LONDON — When Sue Brinklow dashed into The Lord Clyde pub during Saturday night's attack on London Bridge, she was among hundreds of people who found safety and a place to sleep in the Borough neighborhood known for its 1,000-year-old food market and its role as the backdrop for major movies.
"It's a brilliant community," Brinklow said outside the police lines around London Bridge.
Brinklow, 51, and her husband, Steve, were trying to get back to their hotel when she was hustled away by police responding to the van-and-knife attack that killed seven people and injured scores more. Cordons were thrown up amid the chaos, and hundreds of people were left stranded.
That's when the door of the Lord Clyde swung open.
"The landlord said to us, 'Just come in and have a drink. It'll be all right," Brinklow said. "We didn't have to pay for our drinks. He said, 'Just make yourselves comfortable' ... And when we found out how severe it was, we just stayed there."

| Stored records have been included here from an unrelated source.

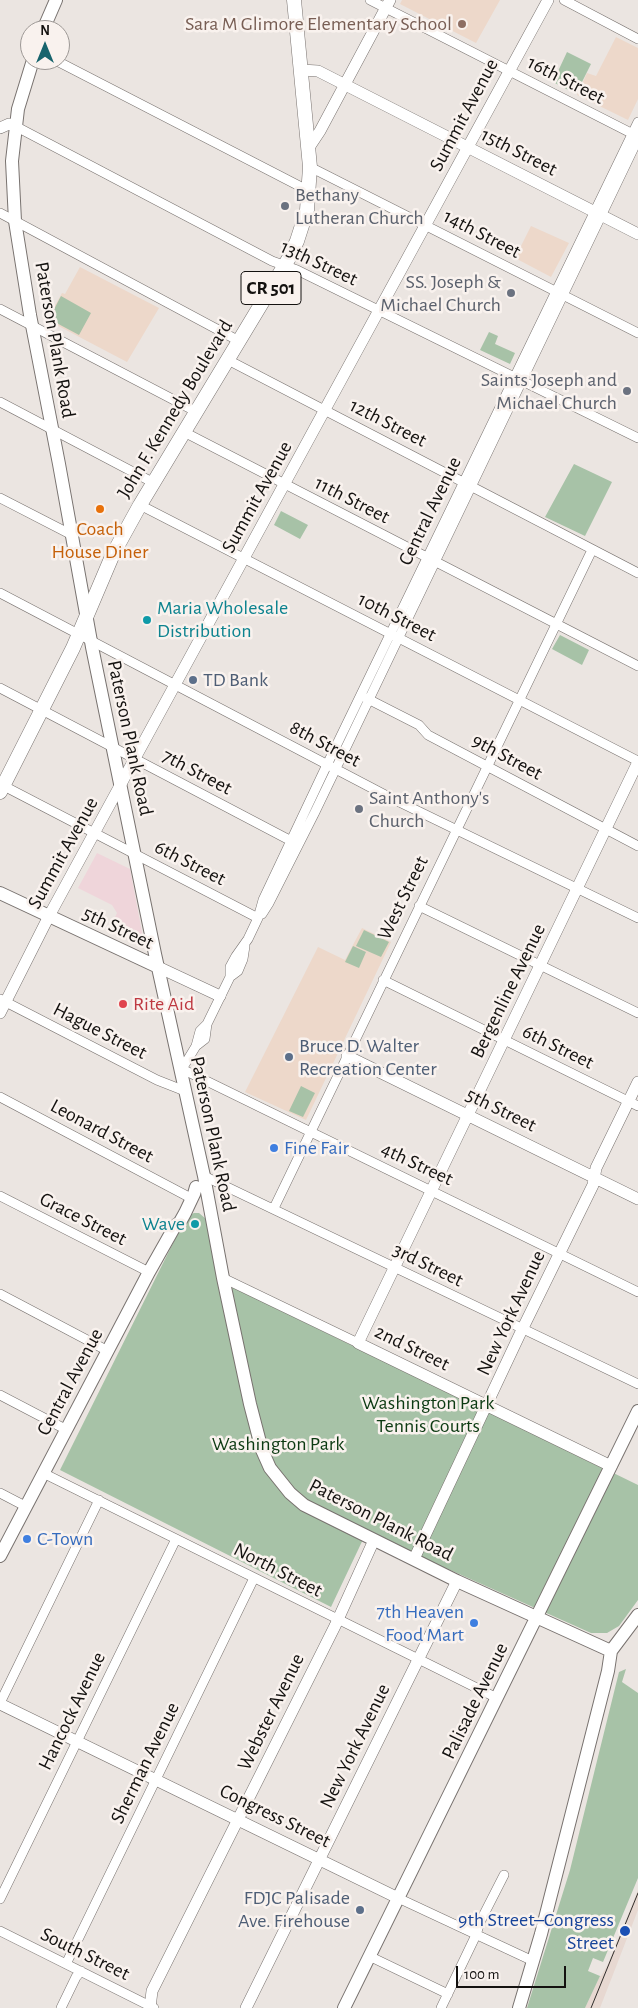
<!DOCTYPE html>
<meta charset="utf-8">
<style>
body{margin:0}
#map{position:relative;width:638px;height:2008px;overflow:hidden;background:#ebe5e1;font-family:"Alegreya Sans",sans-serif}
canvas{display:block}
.north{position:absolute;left:20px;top:20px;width:50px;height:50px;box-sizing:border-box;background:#f9f2ee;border:1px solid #9d9895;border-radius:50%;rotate:0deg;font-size:14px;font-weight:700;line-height:20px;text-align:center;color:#141210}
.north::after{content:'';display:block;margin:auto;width:18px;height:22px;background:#17646d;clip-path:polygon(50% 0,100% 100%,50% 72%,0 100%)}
.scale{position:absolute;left:456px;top:1966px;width:110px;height:22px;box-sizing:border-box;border:2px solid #141210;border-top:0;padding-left:6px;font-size:15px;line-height:18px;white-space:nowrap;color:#141210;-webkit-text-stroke:4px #f9f2ee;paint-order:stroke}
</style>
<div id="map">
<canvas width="638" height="2008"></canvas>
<div class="north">N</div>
<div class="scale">100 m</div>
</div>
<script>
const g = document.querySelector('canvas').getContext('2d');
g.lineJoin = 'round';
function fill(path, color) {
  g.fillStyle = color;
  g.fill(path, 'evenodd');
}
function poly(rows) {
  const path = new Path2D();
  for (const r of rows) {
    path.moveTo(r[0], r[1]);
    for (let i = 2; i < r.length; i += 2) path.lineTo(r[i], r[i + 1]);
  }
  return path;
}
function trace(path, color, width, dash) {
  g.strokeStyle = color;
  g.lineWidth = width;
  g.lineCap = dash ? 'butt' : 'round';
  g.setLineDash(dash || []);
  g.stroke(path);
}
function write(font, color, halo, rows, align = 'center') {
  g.font = font + ' "Alegreya Sans",sans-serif';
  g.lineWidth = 5;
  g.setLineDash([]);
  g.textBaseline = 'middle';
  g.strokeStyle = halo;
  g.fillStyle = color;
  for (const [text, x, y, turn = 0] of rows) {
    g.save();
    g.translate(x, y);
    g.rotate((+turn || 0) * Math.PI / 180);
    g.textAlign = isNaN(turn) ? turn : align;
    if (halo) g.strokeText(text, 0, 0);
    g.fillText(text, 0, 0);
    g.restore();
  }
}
const built = poly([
 [638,1890,638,1910,600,2008,585,2008,600,1976,601,1976,608,1964]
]);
const industrial = poly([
 [97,853,130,869,145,948,109,930,117,913,112,905,78,888]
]);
const education = poly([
 [402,0,500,0,476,43,400,4],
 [616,37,638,48,638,99,628,120,577,95,587,73,596,76],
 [531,226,569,243,551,277,515,258],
 [80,267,159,308,127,362,47,320,62,293,65,294],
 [362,928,391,942,306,1120,245,1092,318,947,345,960]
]);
const green = poly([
 [567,52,591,64,576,94,553,82],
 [61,296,91,313,79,335,49,319],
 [489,332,498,336,495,344,515,353,510,364,480,350],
 [574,464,612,482,585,536,545,517],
 [281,511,308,525,300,539,274,525],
 [560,635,589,650,582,665,552,649],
 [364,930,389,942,381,957,356,946],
 [353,946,366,952,359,968,345,962],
 [301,1086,315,1093,303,1117,289,1111],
 [194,1213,199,1213,206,1219,222,1282,638,1485,638,1600,619,1626,607,1633,591,1633,421,1557,367,1531,331,1607,60,1470,186,1217],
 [626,1669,622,1682,638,1693,638,1878,603,1962,593,1958,588,1971,600,1976,585,2008,527,2008,570,1870,619,1672]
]);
const minor = poly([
 [370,0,637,136],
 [564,0,638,39],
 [55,60,309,191],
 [15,126,272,261,297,270,638,438],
 [310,167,638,333],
 [0,213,239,341],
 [0,309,197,412],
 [228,360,638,573],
 [0,402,154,483],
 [184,432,638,666],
 [0,498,72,535],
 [140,505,638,761],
 [0,593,389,797,638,918],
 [0,688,297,844],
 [364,697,419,725,428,735,638,846],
 [0,784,258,918],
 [419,906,638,1013],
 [262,914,269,903,315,812,638,139],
 [230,977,230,967,236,956,248,939,258,918,263,900,324,771,638,122],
 [383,980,638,1106],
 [0,999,157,1080,185,1091],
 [207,1024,205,1039,196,1046,182,1069,638,1292],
 [196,1046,200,1031,207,1024,230,977,238,971,243,959,245,946],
 [0,1097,187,1196],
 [204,1176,638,1384],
 [0,1196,149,1272],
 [274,1208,592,550],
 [223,1278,358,1343],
 [0,1294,108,1351],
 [0,1395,67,1430],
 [43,1473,497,1698],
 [0,1493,25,1506],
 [0,1703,99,1500],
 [398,1898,533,1961],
 [0,1899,176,1539],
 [0,1931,154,2008],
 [369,1956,448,1994],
 [66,1964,254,1578],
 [61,2008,76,1977,81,1971],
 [441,2008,476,1935,480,1922,504,1875]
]);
const tertiary = poly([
 [301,70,318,71,638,234],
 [0,128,9,124,15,126],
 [308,149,320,131,390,0],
 [158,967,220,996],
 [0,1013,49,916,548,0],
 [347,1056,638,1199],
 [611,1466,358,1343,638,762],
 [414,1559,519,1336,593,1185,596,1168,638,1082],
 [0,1704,398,1898],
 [150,2008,152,1991,335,1626,374,1540],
 [246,2008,457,1581]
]);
const secondary = poly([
 [43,30,56,0],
 [33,60,18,109,12,161,15,221,30,315,59,464,92,647,155,954,204,1176,223,1278,250,1404,262,1450,270,1468,290,1493,304,1505,457,1581,611,1651],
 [0,893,158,967],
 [0,1556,149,1272,175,1226,180,1222,185,1213,194,1194,196,1187],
 [611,1651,638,1615],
 [344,2008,638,1411],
 [519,2008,541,1934,608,1671,611,1651]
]);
const primary = poly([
 [0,792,73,648,113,554,140,505,289,258,297,241,307,210,310,167,294,0]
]);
const tram = poly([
 [591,2008,638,1893]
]);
const markers = [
 [462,24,5,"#8d6e63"],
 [285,206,5,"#6b7280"],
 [511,293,5,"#6b7280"],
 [627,391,5,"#6b7280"],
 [100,509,5,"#e8710a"],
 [147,620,5,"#0f9aa8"],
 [193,680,5,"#5c6f8a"],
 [359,809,5,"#6b7280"],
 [123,1004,5,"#e0444e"],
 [289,1057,5,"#5c6f8a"],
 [274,1148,5,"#3f7fe0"],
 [195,1224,5,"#0f9aa8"],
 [27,1539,5,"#3f7fe0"],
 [474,1623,5,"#3f7fe0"],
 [360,1910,5,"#5c6f8a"],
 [625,1931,6,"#1a4fb4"]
];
const shields = [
 [271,288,60]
];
const shieldNames = [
 ["CR 501",271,288]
];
const educationNames = [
 ["Sara M Glimore Elementary School",452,24]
];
const streetNames = [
 ["16th Street",566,80,27],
 ["Summit Avenue",464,115,-62],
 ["15th Street",519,152,27],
 ["14th Street",482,234,27],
 ["13th Street",319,263,25],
 ["Paterson Plank Road",55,340,80],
 ["John F. Kennedy Boulevard",175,409,-59],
 ["12th Street",388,423,27],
 ["Summit Avenue",257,497,-61],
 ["11th Street",352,500,27],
 ["Central Avenue",430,511,-64],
 ["10th Street",397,617,27],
 ["Paterson Plank Road",130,738,78],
 ["8th Street",325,744,28],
 ["9th Street",507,757,28],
 ["7th Street",197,772,28],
 ["Summit Avenue",63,853,-61],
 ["6th Street",190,863,27],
 ["West Street",403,898,-64],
 ["5th Street",118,928,25],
 ["Bergenline Avenue",508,991,-64],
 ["Hague Street",100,1031,27],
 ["6th Street",558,1047,26],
 ["5th Street",501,1110,26],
 ["Leonard Street",102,1131,28],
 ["Paterson Plank Road",213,1134,78],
 ["4th Street",417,1164,25],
 ["Grace Street",83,1219,27],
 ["3rd Street",428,1265,26],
 ["New York Avenue",511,1313,-65],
 ["2nd Street",412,1348,26],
 ["Central Avenue",70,1382,-62],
 ["Paterson Plank Road",381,1520,27],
 ["North Street",278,1570,27],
 ["Palisade Avenue",475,1701,-64],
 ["Hancock Avenue",72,1711,-64],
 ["Webster Avenue",271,1712,-64],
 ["New York Avenue",355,1746,-64],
 ["Sherman Avenue",145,1763,-64],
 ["Congress Street",275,1816,26],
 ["South Street",85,1954,26]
];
const worshipNames = [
 ["Bethany",295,195],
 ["Lutheran Church",295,218],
 ["SS. Joseph &",501,282,"right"],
 ["Michael Church",501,305,"right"],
 ["Saints Joseph and",617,380,"right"],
 ["Michael Church",617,403,"right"],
 ["Saint Anthony's",369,798],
 ["Church",369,821]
];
const foodNames = [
 ["Coach",100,529],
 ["House Diner",100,552]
];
const cultureNames = [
 ["Maria Wholesale",157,608],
 ["Distribution",157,631],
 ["Wave",185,1224,"right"]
];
const serviceNames = [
 ["TD Bank",203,680],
 ["Bruce D. Walter",299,1046],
 ["Recreation Center",299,1069],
 ["FDJC Palisade",350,1898,"right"],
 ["Ave. Firehouse",350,1921,"right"]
];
const healthNames = [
 ["Rite Aid",133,1004]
];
const shopNames = [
 ["Fine Fair",284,1148],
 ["C-Town",37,1539],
 ["7th Heaven",464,1612,"right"],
 ["Food Mart",464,1635,"right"]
];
const parkNames = [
 ["Washington Park",428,1403],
 ["Tennis Courts",428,1426],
 ["Washington Park",278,1444]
];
const transitNames = [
 ["9th Street–Congress",614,1920],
 ["Street",614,1943]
];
fill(built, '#e7d8d1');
fill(industrial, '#efd5da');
fill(education, '#edd8ca');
fill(green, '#a7c2a7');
trace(minor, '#78726f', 10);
trace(tertiary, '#78726f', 12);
trace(secondary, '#78726f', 14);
trace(primary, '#78726f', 15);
trace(minor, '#fff', 9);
trace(tertiary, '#fff', 11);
trace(secondary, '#fff', 12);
trace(primary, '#fff', 14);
trace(tram, '#312e2c', 1);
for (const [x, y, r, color] of markers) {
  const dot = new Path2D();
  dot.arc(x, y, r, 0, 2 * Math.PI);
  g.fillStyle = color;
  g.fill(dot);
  trace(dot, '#f9f2ee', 2);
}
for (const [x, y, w] of shields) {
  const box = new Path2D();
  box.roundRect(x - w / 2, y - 16.5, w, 33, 4);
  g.fillStyle = '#f9f2ee';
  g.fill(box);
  trace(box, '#141210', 1);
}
write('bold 19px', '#141210', null, shieldNames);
write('20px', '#785e54', '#f9f2ee', educationNames, 'right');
write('20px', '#141210', '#f9f2ee', streetNames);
write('20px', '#5b616d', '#f9f2ee', worshipNames, 'left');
write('20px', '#c56008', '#f9f2ee', foodNames);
write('20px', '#0d838f', '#f9f2ee', cultureNames, 'left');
write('20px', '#4e5e75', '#f9f2ee', serviceNames, 'left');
write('20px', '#be3a42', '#f9f2ee', healthNames, 'left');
write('20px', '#366cbe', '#f9f2ee', shopNames, 'left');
write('20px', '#0c3a12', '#f9f2ee', parkNames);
write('20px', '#164399', '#f9f2ee', transitNames, 'right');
</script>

Pubs, restaurants, hotels and private homes across Borough offered shelter in a display of hospitality that many said is typical of the diverse south London neighborhood.
Brinklow spent the night with pub patron Chloe Beeney, who had popped in for a drink after walking her dog. Beeney, who accompanied Brinklow to the police cordon on Sunday so she and her husband could get their bags, said she didn't think twice about opening her home to the beleaguered strangers.
"That's the thing about being in Borough," she said. "There's bits that are very, very residential. It's still a community."
Across Borough, locals offered up their sofas on social media, and hotel managers ushered exhausted tourists into their spare rooms, restaurant spaces and meeting rooms.
Richard Orme, 40, was part of a group of four people that was offered free accommodation at the nearby citizenM hotel. He said the place was full of stranded visitors.
"There were people sleeping in the sofas in the reception and the restaurant," Orme said. "It was really good of them."
Borough — the name was initially meant to distinguish the area from the City of London north of the river Thames — didn't always have a warm-and-welcoming vibe. The southern terminus of London Bridge, the medieval capital's only cross-river connection, it was long the haunt of dangerous rogues, bawdy playwrights and disease-ridden prostitutes, many of whom were interred in the Cross Bones burial ground, a couple of blocks from the site of Saturday's attack.
The area's venerable market — where many bystanders sought refuge from the rampage — is probably its best known feature. It serves up everything from English specialty meats, Egyptian koshari street food and Kosher-style salt beef bagels (spelled "beigels").
It has also provided a setting for films including "Bridget Jones' Diary" and the "Harry Potter" series. Fans may recognize the area as the location of Jones' bachelerotte pad and as the entryway to Potter's wand-and-potion packed Diagon Alley.
People who live here say that the area has changed. The onetime slum is now overshadowed by a giant shard-shaped skyscraper and dotted with high-concept European eateries. But the friendliness survives.
"It's changed radically in 17 years," said Beeney, an American who has spent roughly that long living there. "It's been developed. But it hasn't lost its soul, which is nice."
Brinklow said that the attack has not put her off coming back to Borough. Especially since she now has a friend in the neighborhood.
"A wonderful lady," Brinklow said of Beeney.
A wonderful neighborhood too, she said. The attack "would never stop me from coming here again."